I'll reserve judgement for now, but presently this behaviour is very concerning.
[EDIT:] Here's a legitimate usage scenario that gets messed up by the 'string looks number' assumption. It works fine in AHK v1, but not in AHK v2.
Code: Select all
q::
oArray := {1:0,2:0,3:0,1a:0,2a:0,3a:0}
vOutput := ""
for vKey, vValue in oArray
vOutput .= vKey " " vValue "`r`n"
MsgBox(vOutput)
;MsgBox, % vOutput
oArray := {"1":0,"2":0,"3":0,1a:0,2a:0,3a:0}
vOutput := ""
for vKey, vValue in oArray
vOutput .= vKey " " vValue "`r`n"
MsgBox(vOutput)
;MsgBox, % vOutput
return
;for the 2nd example:
;AHK v1
1 0
1a 0
2 0
2a 0
3 0
3a 0
;AHK v2
;1 0
;2 0
;3 0
;1a 0
;2a 0
;3a 0
[EDIT:] And another one, re. dealing with hex strings generally:
Code: Select all
q::
oArray := {"00":0,"40":64,"80":128,"C0":196}
vOutput := ""
for vKey, vValue in oArray
vOutput .= vKey " " vValue "`r`n"
MsgBox(vOutput)
;MsgBox, % vOutput
return
;AHK v1
;00 0
;40 64
;80 128
;C0 196
;AHK v2
;40 64
;80 128
;00 0
;C0 196
Re: detect/Remove duplicate values in array
Posted: 11 Nov 2017, 08:14
by Helgef
If I had a dollar for every second I waited for your scripts to finish before I realise I didn't hit
q...
. Shame on me for not learning,
but indenting the hotkey routine makes it clearer, imho.

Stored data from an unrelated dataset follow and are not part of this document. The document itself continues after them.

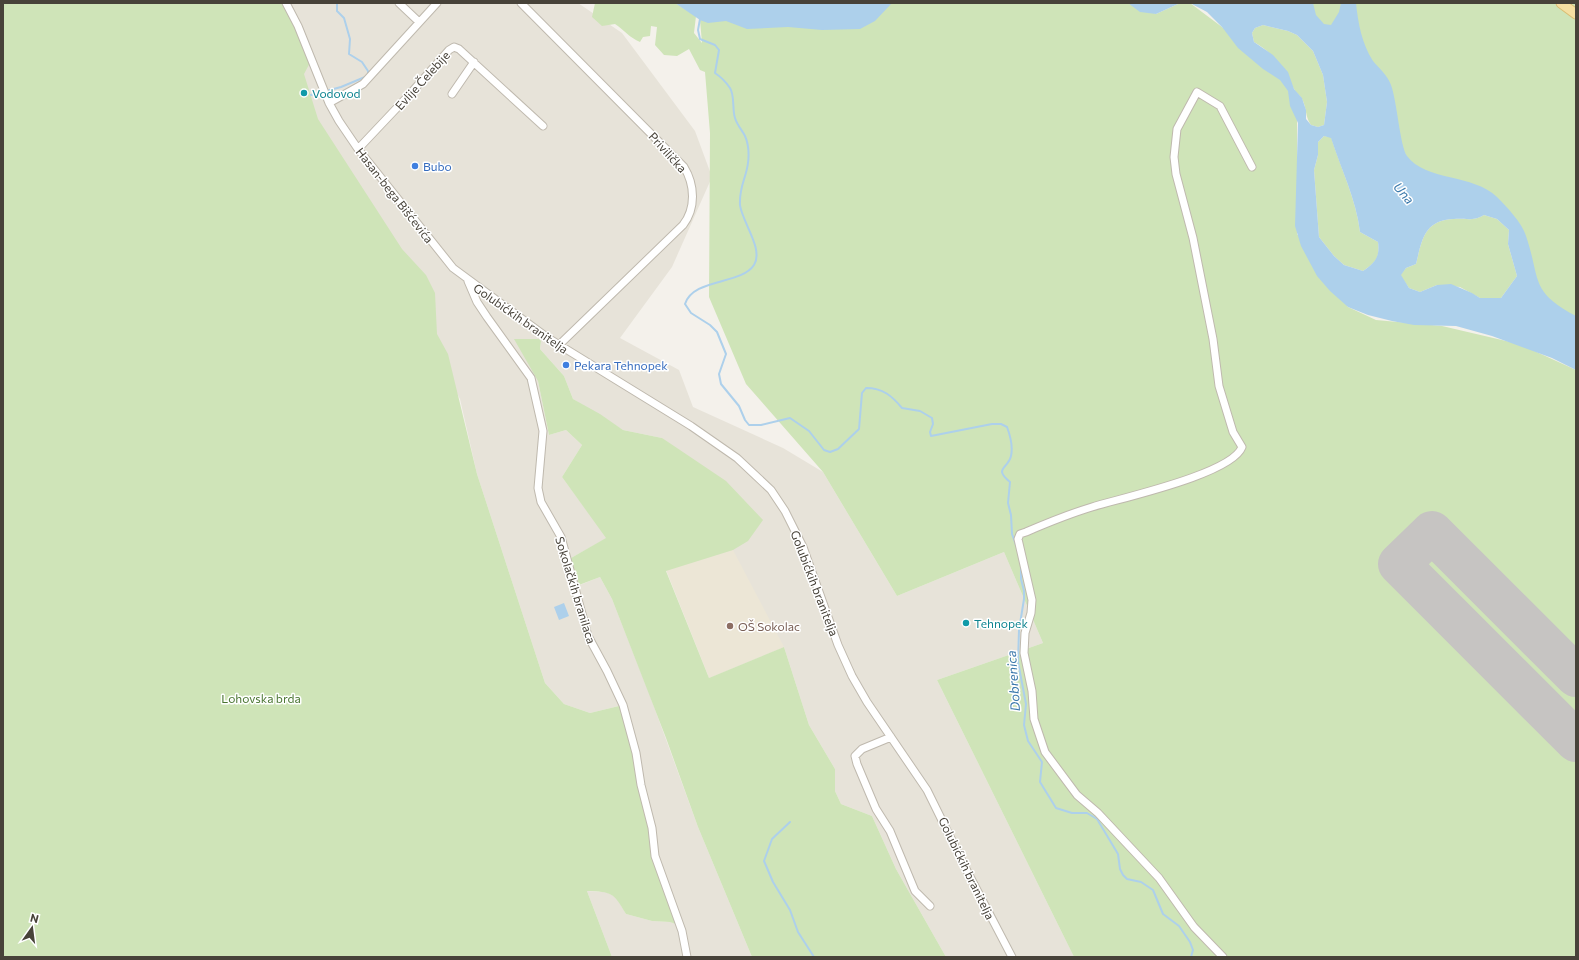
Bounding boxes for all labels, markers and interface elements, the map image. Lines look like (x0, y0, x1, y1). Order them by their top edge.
street label: Evlije Čelebije (392, 48, 452, 112)
place label: Vodovod (312, 86, 361, 100)
marker: Vodovod (299, 88, 309, 98)
street label: Privilička (646, 129, 690, 175)
street label: Hasan-bega Bišćevića (353, 144, 437, 246)
place label: Bubo (423, 159, 452, 173)
marker: Bubo (410, 161, 420, 171)
water label: Una (1390, 179, 1418, 207)
street label: Golubićkih branitelja (471, 280, 571, 356)
place label: Pekara Tehnopek (574, 358, 668, 372)
marker: Pekara Tehnopek (561, 360, 571, 370)
street label: Golubićkih branitelja (788, 528, 842, 638)
street label: Sokolačkih branilaca (553, 535, 599, 645)
place label: Tehnopek (974, 616, 1028, 630)
marker: Tehnopek (961, 618, 971, 628)
place label: OŠ Sokolac (738, 619, 800, 633)
marker: OŠ Sokolac (725, 621, 735, 631)
water label: Dobrenica (1003, 650, 1023, 712)
park label: Lohovska brda (221, 691, 301, 705)
street label: Golubićkih branitelja (936, 815, 998, 921)
north arrow (12, 908, 52, 948)
text: N (29, 911, 40, 925)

jeeswg wrote:This is exactly the sort of behaviour I thought AHK v2 was supposed to eliminate.
It does eliminate this sort of code:
Code: Select all
if !ObjHasKey(oTemp, "" vValue)
oArray2.Push("" vValue), oTemp["" vValue] := ""

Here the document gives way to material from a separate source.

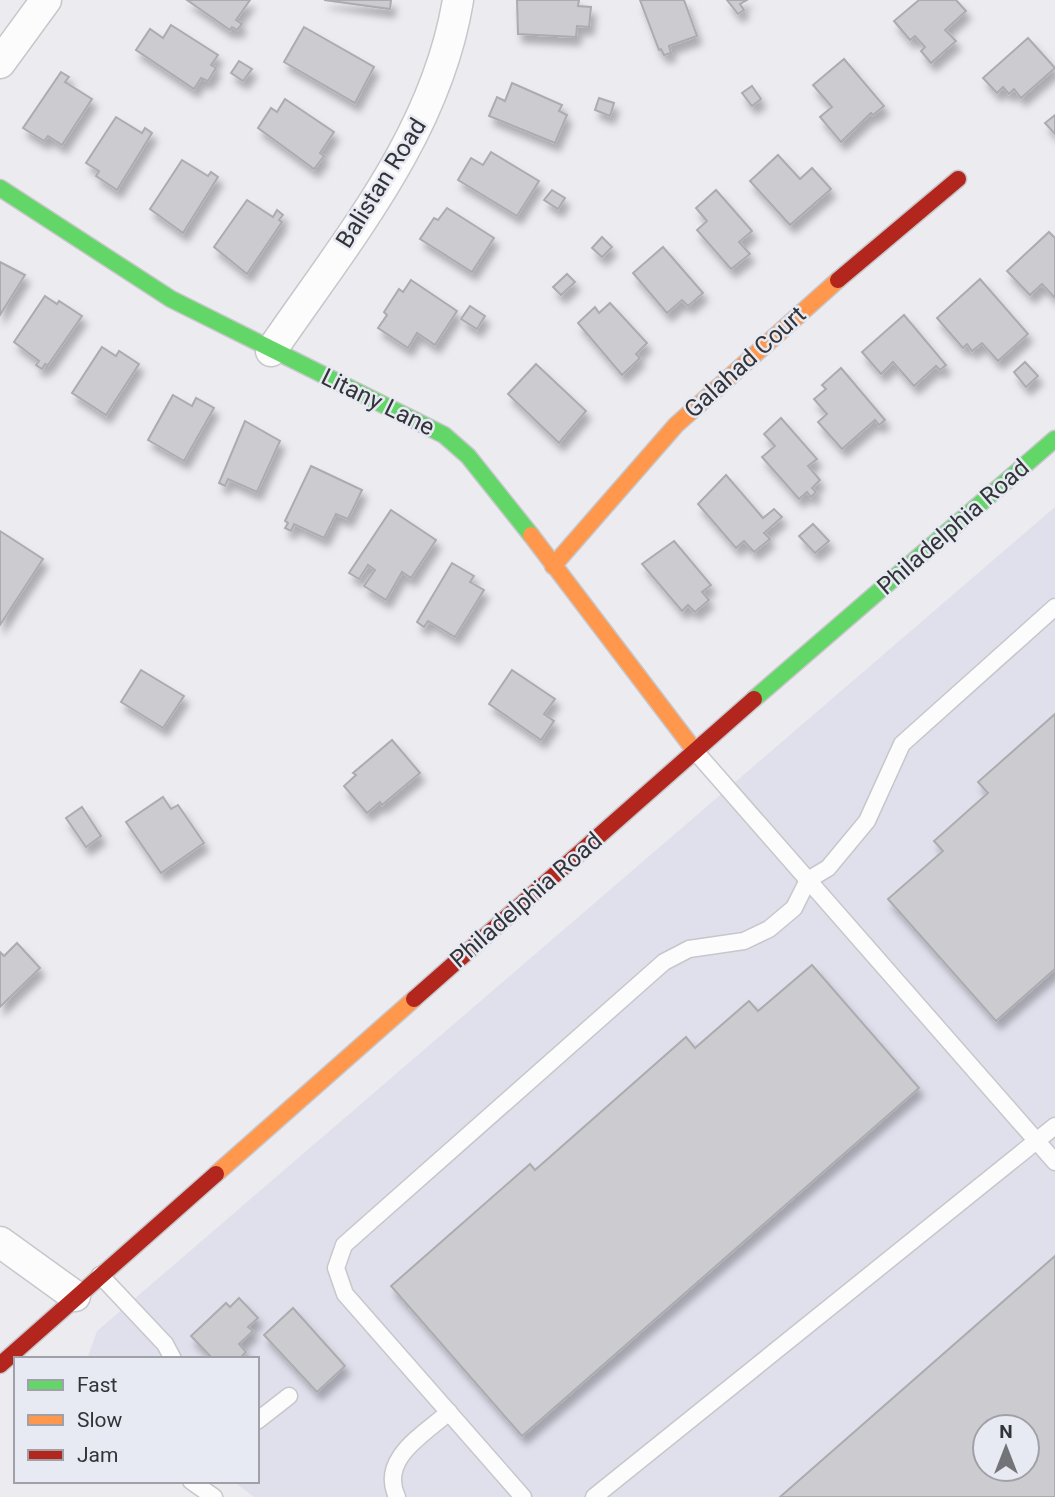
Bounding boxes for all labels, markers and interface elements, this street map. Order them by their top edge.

Although I can appreciate the fun of tinkering with script language specifics, it is probably
better if the above is never necessary.
jeeswg wrote:Do you find this behaviour surprising?
I do not find it surprising that the behaviour is according to the documentation.
I do not find it surprising that v2
behaves differently from v1.
I do not find it surprising that the choice to change the behaviour was made. Not claiming the following is the (only) reason for the change, but, integer keys performs better than string key, and takes less space (on average, I guess). If it looks like a number, perhaps it is a number
jeeswg wrote:How can I specify a number stored as a string? Do you know? Thanks.
If you are desperate,
Code: Select all
arr[key:="01"] := "" ; type(key) = string, key+0 = "01" + 0 = 1
jeeswg wrote: Here's a legitimate usage scenario that gets messed up by the 'string looks number' assumption. It works fine in AHK v1, but not in AHK v2.
legitimate, sure, but I think it is rare enough to not cast any doubts on wether the change in handling keys causes an unacceptable loss of feature vs the improvements implied by the change.
I'll reserve judgement for now, but presently this behaviour is very concerning.
That is sound, I will do that too, however, I am not presently concerned. But I would like to hear any arguments, both pros and cons. This thread is probably not the place though.
Cheers.
Re: detect/Remove duplicate values in array
Posted: 11 Nov 2017, 09:04
by jeeswg
- I want an object with obj[1] and obj["1"], can you achieve that?
- Do you have any examples of hotkey labels and indentation. I haven't seen anyone consistently do this on the forum, so I couldn't imitate the style if I wanted to. And I have some grey areas re. (a) what's considered standard, (b) rules for automating indentation.
- While writing those 2 lines of codes, I was actually pleased that I could handle all of the issues to do with string v. numeric key names so succinctly and effectively, and with no ambiguity.
- Re. surprise, I think it's been changed because 'users might be stupid', and I respect the intent, but it could quite easily cause more mistakes and not fewer. Anyone who uses arrays has to understand that there are string keys and numeric keys, it's fundamental. In situations like this you improve the documentation, you don't 'improve' (dumb-down and over-complicate) the language. It will annoy the power users and it won't help the newbies.
- Re. surprise. Almost everything brought in in AHK v1.1, i.e. by lexikos, has remained consistent in AHK v2, this would be an exception.
- I like to use integer keys also, but sometimes you intend them to be numbers stored as strings for good reasons, especially when you are handling strings and doing loops and sorts. Crucially, I at least need *a* way to do it, which I haven't so far seen.
[EDIT:]
- Ultimately, the number one thing that annoys and confuses both power users and newbies is ambiguity. I.e. fiddliness and special exceptions. Things that are clear and consistent work best.
- Currently I have no complaints about how AHK v1 handles the string/numeric key issue.
- One solution when handling strings could be to use a prefix character, so what you gain with integers, you lose with strings.
- Like I said the jury is still out, it partly depends on if there are ways to directly create key names e.g. '1', '2', '3', which are numbers stored as strings.
- There are situations in Explorer where you in one object you refer to items by name and by number at the same time e.g. the nth file (integer key), and by name (string key), however, you may have a folder, with a name comprised solely of digits e.g. a datestamp, or simply the folders named '1', '2' etc.
- You could also have issues relating to numbers with/without leading zeros.
[EDIT:] So Helgef, you've revealed to me (1) the deref in force an expression/can be an expression issue, (2) the no assume local issue, and now (3) the string keys in AHK v2 issue. Hmm, what next?